Modern Terminology and Linguistic Evolution

The term scrotum entered English anatomical lexicon in the late 16th century as a direct borrowing from Latin scrōtum, with the earliest recorded use dated to 1598 in a translation of anatomical works. This adoption coincided with the Renaissance revival of classical anatomy, where Latin terms supplanted Middle English vernacular equivalents such as cod, which had denoted the testicular pouch since at least the 14th century. The Latin root, likely a variant of scortum meaning "skin" or "leather bag," aptly described the structure's pendulous, cutaneous envelope, distinguishing it from earlier descriptive or regional terms in non-Latin traditions.
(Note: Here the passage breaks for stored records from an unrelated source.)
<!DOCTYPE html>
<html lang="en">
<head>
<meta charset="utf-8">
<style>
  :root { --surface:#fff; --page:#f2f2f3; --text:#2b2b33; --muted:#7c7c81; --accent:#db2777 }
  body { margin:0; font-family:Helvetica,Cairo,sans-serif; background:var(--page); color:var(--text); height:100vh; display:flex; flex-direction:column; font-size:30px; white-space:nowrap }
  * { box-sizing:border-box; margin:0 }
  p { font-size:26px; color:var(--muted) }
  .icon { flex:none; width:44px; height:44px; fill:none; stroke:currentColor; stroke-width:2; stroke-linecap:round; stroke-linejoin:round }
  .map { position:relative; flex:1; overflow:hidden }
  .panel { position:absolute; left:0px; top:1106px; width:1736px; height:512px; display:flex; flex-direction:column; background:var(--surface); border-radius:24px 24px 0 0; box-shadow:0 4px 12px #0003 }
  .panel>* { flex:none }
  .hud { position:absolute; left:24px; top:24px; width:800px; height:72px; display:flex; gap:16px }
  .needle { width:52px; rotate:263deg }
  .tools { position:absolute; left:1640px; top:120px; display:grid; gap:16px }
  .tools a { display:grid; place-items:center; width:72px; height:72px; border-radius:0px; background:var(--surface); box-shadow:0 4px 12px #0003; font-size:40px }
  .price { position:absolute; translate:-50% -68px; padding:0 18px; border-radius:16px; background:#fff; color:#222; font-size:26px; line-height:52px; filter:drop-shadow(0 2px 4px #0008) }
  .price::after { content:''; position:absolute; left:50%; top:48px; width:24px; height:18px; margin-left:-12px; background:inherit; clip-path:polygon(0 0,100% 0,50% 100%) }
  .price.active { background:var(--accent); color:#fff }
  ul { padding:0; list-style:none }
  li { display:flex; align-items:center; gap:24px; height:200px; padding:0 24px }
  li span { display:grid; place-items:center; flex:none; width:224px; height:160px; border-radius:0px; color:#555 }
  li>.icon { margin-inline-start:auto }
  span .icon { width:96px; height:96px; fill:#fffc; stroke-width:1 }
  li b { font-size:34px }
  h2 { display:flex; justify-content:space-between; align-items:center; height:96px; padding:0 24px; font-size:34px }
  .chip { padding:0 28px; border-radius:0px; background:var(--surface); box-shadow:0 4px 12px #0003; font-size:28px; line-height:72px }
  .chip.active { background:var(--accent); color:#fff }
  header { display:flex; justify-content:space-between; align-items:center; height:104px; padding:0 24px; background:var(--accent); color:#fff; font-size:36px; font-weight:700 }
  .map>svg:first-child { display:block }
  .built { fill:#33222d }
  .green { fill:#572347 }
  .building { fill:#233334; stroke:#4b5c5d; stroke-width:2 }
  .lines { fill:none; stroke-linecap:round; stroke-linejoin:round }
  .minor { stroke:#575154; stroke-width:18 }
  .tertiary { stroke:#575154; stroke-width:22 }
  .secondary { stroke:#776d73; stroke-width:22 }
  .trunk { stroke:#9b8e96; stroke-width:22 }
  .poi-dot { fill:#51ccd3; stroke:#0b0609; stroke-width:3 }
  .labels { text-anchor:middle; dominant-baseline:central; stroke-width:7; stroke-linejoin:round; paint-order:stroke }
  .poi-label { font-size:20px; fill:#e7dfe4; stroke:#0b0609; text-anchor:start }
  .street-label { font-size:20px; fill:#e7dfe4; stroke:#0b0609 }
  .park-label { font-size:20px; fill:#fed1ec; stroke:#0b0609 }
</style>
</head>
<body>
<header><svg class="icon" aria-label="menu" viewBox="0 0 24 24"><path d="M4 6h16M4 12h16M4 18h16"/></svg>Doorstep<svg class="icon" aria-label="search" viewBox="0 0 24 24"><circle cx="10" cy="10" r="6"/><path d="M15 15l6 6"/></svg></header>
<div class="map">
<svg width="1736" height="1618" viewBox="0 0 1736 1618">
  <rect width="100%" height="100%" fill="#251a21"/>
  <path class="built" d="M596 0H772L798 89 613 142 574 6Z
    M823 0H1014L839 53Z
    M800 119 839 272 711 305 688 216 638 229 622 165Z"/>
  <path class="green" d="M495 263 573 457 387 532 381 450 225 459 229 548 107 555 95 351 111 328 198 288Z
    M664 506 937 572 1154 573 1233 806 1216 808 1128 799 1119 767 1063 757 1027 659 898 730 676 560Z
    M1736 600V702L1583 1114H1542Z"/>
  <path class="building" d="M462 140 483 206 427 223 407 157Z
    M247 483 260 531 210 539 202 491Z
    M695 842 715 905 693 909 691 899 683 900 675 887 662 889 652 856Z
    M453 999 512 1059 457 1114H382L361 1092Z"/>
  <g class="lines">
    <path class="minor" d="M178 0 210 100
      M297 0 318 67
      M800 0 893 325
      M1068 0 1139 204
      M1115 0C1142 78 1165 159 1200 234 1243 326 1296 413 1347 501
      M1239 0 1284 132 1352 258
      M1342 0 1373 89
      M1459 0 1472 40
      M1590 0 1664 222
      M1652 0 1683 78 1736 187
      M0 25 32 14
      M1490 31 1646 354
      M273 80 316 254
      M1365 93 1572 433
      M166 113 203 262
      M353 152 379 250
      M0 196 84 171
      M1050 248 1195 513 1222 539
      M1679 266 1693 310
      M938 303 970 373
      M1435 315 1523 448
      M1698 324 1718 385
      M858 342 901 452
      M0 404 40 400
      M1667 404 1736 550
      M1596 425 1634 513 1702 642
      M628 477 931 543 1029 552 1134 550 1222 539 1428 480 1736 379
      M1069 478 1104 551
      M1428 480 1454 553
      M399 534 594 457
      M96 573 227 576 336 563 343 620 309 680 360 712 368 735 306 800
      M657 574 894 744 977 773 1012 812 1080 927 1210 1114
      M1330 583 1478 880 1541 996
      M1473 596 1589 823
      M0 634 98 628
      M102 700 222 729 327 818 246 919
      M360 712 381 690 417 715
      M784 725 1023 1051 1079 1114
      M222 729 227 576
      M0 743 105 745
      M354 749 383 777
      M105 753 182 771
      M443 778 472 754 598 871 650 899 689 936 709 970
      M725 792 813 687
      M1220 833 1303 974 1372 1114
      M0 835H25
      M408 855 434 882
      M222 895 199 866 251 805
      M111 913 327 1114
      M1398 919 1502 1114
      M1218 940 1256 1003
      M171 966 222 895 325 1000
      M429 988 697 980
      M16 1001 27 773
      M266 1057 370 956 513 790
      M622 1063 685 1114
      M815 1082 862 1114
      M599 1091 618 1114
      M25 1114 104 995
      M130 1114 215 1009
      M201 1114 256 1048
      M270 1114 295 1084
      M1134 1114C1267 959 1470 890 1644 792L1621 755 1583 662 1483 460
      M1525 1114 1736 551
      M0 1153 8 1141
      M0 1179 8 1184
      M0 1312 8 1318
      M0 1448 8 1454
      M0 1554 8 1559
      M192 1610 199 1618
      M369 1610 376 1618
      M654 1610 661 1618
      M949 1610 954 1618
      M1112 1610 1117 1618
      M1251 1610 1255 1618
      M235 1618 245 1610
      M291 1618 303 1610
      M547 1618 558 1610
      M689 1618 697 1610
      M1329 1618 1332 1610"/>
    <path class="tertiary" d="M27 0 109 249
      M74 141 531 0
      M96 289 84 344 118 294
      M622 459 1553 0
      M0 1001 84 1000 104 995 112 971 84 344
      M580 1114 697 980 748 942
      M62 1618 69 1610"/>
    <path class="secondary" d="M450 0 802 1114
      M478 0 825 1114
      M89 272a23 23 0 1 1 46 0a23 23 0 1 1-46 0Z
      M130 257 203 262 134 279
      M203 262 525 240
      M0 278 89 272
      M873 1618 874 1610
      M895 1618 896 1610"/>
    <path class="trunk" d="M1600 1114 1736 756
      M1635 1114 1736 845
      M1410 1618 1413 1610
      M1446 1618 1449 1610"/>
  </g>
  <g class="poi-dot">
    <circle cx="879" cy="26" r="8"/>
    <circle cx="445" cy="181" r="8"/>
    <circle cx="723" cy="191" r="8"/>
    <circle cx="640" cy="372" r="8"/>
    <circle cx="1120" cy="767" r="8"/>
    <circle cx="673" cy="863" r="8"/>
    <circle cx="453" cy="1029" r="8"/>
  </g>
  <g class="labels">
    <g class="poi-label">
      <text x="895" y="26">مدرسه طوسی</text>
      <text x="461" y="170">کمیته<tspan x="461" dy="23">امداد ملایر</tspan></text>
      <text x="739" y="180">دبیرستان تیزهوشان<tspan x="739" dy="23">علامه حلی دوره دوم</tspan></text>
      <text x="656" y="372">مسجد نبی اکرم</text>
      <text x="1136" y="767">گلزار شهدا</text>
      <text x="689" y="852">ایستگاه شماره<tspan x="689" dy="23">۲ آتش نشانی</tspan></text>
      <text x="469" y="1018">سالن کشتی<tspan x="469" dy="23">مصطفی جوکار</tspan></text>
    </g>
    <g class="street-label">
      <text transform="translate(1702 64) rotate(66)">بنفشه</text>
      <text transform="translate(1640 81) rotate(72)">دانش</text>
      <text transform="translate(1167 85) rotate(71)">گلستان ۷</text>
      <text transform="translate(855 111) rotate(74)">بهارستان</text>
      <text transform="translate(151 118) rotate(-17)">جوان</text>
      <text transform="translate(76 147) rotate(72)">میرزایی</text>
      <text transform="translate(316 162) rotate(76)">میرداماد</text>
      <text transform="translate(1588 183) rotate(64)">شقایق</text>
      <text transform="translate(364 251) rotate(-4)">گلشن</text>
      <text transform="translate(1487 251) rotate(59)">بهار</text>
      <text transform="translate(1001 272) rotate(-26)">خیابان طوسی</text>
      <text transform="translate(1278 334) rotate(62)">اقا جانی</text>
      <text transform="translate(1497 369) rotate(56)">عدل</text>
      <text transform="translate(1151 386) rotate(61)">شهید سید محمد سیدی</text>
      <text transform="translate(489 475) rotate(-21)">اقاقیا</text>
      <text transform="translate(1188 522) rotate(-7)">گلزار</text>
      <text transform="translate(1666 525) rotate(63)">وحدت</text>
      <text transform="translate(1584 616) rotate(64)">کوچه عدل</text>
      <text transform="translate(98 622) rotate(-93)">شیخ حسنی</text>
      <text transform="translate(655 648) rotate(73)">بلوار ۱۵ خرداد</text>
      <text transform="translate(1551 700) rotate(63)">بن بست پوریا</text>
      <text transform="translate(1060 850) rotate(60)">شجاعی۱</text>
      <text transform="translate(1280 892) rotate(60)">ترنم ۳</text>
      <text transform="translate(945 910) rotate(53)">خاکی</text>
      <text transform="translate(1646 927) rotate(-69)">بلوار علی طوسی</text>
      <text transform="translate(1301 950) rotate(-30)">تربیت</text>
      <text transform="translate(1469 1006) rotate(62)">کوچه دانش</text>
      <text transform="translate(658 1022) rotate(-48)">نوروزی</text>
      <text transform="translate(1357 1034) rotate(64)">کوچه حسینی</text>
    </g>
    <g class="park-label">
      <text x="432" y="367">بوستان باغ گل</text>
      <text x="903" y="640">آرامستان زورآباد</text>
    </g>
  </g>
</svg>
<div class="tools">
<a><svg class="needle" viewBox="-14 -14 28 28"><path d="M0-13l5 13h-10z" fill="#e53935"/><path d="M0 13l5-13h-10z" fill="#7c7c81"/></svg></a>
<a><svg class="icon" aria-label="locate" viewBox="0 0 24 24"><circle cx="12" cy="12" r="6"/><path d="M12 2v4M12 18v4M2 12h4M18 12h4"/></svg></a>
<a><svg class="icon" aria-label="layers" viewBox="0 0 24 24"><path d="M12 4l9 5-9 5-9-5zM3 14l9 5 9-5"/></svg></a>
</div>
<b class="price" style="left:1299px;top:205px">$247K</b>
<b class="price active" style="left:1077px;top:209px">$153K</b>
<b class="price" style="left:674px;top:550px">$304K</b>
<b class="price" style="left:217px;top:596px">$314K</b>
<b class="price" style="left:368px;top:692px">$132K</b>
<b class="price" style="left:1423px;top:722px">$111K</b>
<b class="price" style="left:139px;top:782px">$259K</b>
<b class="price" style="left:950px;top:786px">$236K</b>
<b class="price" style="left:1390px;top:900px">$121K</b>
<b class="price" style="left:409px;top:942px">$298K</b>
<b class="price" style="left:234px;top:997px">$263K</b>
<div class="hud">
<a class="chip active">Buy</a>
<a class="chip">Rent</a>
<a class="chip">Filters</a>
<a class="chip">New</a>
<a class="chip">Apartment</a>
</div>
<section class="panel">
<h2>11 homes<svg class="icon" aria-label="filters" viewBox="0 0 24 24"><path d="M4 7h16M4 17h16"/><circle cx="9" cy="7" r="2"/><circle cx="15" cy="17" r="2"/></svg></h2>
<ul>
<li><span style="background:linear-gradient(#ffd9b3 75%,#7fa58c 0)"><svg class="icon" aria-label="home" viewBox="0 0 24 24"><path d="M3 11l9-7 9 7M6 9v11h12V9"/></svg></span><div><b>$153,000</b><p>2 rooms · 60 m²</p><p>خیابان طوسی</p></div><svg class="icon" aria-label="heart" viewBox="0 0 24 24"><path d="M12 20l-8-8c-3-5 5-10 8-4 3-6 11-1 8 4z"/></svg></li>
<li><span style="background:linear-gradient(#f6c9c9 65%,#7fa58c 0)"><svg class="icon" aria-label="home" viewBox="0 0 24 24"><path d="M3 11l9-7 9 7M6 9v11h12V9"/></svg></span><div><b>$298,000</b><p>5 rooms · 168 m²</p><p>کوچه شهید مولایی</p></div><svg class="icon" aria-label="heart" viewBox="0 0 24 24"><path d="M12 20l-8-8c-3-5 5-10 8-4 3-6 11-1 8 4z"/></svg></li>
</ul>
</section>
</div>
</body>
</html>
In the modern era, scrotum has undergone minimal phonetic or semantic evolution, retaining its form as the standard descriptor in peer-reviewed anatomical and urological literature, such as StatPearls entries on abdominal-pelvic structures published as recently as 2023. This stability reflects its entrenchment in binomial nomenclature systems, including those of the International Anatomical Terminology adopted by the Federative International Programme on Anatomical Terminologies in 1998 and updated periodically, where it denotes the external sac housing the testes, epididymis, and portions of the spermatic cord. Plural forms vary between scrotums (common in American English) and scrota (preferred in some British and classical contexts), but the singular remains invariant across global medical databases. While formal usage persists unchanged, the term's application has expanded in subspecialties like andrology and oncology, with compound descriptors such as "scrotal wall" or "intrascrotal mass" appearing in diagnostic protocols since the mid-20th century, driven by advances in imaging like ultrasound introduced in the 1970s. No substantive shifts toward euphemistic or revised terminology have occurred in scientific discourse, preserving its precise, descriptive utility over culturally influenced alternatives.